Our first house, complete with an awful lot of shrubbery and lattice.
(Bear in mind that after a lot of work, and a wife, it looked a little different when we sold it a couple of years ago… )
(Back to the G2 archives… ) J biking in our driveway.
Climbing in the North Cascades.
Brilliant light on one of Cosmo's and my annual autumn trips to, uhh, Yose-might.
Mount Rainier with some impressive cloud action on the way home from J's and my first summer holiday.
J, again, at the top of Kearsarge Pass the following summer during our first trip to the Sierras.
Warrior Peak in the Wind River Range on another of Cosmo's and my autumn trips. And the great Cosmo himself on that same trip.
My first solo trip into the Enchantments that would lead to many, many future trips. Culminating, quite beautifully, with Katie's and my wedding next to Perfection Lake. Oh, on that first trip I forgot to check the G2's settings. So I shot every frame as a small JPEG. Oops.

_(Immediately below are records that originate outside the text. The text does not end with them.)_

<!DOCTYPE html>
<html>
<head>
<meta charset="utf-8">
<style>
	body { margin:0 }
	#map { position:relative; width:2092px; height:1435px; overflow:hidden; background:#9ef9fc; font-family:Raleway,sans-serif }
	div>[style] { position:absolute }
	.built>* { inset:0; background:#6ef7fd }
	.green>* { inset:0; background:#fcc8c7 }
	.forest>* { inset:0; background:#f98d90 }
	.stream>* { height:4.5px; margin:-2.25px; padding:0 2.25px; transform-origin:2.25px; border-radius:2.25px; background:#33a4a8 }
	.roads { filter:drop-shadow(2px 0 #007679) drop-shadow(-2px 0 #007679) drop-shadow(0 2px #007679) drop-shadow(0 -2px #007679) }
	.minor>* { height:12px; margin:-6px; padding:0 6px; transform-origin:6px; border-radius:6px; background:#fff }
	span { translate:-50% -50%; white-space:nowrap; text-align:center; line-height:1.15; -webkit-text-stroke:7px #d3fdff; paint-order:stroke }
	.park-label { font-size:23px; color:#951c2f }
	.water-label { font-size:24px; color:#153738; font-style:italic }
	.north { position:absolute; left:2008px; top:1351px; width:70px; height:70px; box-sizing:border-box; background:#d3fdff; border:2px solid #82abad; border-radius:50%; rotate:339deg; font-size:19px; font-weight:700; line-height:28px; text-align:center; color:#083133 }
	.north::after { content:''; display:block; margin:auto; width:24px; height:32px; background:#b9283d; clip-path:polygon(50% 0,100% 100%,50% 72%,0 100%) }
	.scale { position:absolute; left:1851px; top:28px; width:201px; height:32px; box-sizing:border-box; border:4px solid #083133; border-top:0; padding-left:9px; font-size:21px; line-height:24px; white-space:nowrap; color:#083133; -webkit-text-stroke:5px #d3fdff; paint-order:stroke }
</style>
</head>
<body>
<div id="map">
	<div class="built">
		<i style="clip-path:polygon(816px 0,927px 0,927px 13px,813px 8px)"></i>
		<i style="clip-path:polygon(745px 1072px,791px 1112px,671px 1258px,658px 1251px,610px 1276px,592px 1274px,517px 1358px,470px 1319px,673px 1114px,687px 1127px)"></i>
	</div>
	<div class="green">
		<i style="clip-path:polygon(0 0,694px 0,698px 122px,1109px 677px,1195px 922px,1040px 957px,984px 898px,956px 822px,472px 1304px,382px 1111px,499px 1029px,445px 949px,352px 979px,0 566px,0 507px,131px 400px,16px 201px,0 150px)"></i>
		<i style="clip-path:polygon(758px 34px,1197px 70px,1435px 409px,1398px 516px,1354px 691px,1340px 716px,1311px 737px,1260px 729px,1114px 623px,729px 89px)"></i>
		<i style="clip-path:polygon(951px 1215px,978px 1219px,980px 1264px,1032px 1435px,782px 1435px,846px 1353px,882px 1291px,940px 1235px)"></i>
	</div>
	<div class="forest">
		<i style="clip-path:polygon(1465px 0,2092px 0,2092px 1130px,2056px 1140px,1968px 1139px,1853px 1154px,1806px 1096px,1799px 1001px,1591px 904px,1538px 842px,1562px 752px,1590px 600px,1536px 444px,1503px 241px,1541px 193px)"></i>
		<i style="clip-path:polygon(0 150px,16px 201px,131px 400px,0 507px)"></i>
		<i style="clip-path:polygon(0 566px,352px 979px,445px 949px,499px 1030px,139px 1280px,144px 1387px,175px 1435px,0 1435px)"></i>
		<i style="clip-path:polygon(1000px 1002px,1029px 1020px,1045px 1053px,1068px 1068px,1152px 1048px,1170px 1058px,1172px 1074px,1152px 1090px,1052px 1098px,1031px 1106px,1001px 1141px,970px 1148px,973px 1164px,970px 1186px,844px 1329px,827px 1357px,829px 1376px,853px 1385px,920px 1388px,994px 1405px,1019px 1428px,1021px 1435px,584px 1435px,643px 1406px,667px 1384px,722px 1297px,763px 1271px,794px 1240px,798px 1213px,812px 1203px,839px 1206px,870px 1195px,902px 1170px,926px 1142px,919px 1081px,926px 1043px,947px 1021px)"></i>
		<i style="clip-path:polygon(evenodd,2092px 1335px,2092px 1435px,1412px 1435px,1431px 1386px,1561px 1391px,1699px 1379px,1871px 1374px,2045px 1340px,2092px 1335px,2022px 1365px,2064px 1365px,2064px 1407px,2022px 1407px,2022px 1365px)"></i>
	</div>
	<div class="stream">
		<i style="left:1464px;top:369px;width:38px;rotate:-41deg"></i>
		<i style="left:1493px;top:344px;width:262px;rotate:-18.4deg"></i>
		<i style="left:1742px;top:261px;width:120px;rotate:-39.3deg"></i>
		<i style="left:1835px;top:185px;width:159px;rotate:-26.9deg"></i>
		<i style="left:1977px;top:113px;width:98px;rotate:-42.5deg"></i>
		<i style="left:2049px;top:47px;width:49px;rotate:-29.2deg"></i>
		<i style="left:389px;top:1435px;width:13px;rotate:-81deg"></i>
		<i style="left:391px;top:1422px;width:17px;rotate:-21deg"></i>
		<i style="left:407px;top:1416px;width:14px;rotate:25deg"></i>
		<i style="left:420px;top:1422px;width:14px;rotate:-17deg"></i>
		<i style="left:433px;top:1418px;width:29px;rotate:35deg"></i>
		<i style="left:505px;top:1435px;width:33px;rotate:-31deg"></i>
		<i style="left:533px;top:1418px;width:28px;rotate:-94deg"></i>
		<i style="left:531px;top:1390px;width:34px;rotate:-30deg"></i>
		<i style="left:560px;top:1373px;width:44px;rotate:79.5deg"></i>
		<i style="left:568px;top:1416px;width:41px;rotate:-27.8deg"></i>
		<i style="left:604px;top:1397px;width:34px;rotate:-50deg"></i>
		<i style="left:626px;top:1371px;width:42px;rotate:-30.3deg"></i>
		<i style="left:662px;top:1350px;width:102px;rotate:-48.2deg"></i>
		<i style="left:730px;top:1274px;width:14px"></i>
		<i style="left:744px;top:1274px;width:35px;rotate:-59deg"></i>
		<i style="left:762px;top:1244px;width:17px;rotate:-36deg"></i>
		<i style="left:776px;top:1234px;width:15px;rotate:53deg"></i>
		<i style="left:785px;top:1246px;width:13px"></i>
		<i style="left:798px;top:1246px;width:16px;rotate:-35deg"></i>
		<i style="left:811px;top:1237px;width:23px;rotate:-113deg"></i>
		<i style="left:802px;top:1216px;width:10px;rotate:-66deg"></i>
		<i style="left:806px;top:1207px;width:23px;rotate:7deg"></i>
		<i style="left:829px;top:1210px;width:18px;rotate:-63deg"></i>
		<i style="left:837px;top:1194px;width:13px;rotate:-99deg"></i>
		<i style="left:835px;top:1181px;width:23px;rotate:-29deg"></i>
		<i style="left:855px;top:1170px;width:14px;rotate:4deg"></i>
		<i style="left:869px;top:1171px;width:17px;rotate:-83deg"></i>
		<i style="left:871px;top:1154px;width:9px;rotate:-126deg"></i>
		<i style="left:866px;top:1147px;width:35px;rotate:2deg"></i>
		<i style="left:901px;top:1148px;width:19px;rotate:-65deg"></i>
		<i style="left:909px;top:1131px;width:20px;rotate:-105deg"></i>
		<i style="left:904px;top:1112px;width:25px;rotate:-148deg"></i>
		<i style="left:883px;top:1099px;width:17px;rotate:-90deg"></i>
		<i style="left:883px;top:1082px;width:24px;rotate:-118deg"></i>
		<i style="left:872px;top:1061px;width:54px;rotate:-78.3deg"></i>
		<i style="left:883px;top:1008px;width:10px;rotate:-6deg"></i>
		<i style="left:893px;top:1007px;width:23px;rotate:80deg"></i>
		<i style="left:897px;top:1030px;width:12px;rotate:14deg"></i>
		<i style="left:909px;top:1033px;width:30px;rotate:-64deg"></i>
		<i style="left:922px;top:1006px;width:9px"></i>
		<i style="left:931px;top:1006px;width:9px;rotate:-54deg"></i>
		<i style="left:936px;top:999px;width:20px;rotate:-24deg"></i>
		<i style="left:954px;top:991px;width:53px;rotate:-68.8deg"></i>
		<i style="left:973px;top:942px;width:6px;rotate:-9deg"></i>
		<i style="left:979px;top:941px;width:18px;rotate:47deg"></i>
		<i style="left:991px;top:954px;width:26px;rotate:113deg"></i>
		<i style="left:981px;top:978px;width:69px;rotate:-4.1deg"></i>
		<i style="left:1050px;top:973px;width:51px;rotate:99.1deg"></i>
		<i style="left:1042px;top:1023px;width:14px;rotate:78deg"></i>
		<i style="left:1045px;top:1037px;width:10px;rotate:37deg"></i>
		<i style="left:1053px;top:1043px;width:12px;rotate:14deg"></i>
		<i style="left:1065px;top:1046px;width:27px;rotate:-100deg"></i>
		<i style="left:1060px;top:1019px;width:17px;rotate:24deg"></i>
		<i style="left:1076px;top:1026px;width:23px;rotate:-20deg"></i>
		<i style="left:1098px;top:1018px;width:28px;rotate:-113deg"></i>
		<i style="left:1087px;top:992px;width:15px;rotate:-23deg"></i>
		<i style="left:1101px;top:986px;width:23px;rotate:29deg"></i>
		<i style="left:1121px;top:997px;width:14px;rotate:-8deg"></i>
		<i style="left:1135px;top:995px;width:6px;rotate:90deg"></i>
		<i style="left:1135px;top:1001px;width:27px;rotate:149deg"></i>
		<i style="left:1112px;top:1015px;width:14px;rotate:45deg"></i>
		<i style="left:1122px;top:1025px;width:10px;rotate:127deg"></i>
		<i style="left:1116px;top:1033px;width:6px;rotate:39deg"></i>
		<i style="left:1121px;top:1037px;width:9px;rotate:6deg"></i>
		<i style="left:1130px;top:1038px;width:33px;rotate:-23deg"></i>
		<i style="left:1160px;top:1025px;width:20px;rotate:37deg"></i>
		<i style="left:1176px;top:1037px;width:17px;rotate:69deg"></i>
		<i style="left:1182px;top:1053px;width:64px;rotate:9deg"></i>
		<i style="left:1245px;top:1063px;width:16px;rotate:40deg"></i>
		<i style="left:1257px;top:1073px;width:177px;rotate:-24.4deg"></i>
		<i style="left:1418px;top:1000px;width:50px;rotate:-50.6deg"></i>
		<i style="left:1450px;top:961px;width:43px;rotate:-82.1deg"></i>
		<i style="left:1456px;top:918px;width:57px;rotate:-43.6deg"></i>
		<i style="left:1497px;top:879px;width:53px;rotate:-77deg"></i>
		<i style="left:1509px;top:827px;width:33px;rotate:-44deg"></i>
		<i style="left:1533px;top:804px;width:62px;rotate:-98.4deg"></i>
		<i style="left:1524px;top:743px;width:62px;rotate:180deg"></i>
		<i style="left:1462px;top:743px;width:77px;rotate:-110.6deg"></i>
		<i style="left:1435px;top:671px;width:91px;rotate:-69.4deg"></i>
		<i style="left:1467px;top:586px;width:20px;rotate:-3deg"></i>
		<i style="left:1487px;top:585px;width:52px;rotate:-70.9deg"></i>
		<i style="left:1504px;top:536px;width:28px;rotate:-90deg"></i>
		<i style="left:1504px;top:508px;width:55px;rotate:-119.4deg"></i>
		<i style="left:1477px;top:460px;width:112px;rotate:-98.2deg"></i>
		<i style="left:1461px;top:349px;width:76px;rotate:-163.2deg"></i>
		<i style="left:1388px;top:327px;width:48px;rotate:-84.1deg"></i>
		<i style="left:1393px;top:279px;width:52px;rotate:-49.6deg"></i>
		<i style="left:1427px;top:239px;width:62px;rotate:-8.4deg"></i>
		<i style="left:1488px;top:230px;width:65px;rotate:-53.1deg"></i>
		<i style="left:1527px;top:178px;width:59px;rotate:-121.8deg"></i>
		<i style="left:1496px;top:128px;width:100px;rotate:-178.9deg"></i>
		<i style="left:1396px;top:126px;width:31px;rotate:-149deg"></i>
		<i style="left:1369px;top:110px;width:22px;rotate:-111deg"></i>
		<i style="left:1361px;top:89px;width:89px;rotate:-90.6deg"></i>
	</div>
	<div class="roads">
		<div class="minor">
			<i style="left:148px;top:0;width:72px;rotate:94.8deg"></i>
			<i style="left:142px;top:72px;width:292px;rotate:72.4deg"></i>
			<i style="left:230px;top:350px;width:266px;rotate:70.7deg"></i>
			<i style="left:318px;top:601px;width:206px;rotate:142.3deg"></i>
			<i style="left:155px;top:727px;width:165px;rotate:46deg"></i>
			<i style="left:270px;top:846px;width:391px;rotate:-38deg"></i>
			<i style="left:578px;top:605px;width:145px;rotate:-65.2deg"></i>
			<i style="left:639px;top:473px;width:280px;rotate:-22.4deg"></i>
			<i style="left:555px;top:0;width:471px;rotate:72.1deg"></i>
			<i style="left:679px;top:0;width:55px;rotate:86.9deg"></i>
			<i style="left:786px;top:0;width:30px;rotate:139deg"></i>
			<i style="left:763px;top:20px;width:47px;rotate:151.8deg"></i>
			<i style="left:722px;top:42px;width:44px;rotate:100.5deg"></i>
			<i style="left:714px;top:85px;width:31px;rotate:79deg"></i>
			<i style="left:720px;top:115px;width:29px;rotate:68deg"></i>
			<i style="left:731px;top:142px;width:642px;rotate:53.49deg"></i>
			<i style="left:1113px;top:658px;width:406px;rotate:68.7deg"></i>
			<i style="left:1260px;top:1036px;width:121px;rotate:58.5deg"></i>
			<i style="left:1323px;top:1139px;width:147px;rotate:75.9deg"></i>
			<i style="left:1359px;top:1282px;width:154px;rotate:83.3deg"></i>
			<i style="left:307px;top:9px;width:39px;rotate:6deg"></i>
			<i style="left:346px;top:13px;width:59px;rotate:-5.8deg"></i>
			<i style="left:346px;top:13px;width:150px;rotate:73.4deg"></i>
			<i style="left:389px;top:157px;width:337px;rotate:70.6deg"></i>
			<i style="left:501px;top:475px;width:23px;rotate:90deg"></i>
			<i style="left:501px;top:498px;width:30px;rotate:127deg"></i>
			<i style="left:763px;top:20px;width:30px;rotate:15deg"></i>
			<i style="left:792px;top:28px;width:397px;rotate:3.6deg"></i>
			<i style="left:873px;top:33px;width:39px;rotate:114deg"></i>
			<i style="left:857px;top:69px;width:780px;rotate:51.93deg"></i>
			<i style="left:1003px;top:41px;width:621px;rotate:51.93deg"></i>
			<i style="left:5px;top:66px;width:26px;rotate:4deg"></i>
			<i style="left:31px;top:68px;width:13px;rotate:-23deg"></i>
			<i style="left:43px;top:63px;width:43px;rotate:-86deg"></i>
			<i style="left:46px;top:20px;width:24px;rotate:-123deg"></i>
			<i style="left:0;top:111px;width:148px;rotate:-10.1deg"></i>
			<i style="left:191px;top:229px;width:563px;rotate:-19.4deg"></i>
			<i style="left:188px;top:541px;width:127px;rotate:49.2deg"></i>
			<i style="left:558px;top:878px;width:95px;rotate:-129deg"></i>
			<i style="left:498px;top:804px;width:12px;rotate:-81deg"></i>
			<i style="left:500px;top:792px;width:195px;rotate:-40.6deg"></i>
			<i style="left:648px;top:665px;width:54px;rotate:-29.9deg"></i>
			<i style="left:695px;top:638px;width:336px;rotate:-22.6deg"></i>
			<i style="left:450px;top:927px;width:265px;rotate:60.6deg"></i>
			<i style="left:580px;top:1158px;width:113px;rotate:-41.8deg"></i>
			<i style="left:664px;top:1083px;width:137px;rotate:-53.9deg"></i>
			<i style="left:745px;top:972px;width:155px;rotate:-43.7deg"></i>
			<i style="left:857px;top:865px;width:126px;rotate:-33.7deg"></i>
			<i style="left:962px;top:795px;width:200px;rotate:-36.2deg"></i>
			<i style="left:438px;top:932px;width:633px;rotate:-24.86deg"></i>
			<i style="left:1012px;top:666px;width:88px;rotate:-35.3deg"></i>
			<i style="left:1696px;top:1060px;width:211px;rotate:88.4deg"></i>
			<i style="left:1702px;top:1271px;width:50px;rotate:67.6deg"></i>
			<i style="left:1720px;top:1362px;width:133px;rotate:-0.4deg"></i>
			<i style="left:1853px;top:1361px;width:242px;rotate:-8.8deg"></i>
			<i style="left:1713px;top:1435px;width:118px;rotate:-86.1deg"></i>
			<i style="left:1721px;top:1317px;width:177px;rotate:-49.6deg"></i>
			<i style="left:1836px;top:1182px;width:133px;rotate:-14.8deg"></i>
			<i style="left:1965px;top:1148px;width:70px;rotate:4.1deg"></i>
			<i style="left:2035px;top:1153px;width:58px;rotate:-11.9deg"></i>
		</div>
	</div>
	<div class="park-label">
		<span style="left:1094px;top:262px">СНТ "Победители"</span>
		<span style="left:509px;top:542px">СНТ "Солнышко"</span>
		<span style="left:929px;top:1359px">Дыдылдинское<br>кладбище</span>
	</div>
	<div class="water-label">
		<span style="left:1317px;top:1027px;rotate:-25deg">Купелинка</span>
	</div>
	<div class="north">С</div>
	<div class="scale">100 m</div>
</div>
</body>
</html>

Speaking of my wife, before she was my wife, on our first climb together.
And the painterly feel of the G2's sensor, almost literally. With some processing, of course.
One of my favorite photos of the North Cascades, on that same climb with K. We had biked from the gate blocking the road to the trailhead, climbed a mountain, descended in the twilight, and biked back down the road by headlamp. Oh, and the day had begun with her knocking on my door at 4:30am. As the saying goes, those who get up insanely early, climb mountains, and bike in the dark together… stay together.And the final frames shot during a couple of work trips. A photoshoot in Hawaii on the north side of Big Island.
And another to Phoenix, where I took a side trip up to the Grand Canyon to photograph it with a 6x6cm Ciro-Flex camera. And apparently to also photograph myself taking a photo.
There's more to this camera saga, there always will be. Another time. For now, I'm going to enjoy tucking that little G2 in my pocket for bike rides, hikes, trail runs and road trips. The images won't be poster-ready. But, like many from my first G2, some of them will be beautiful.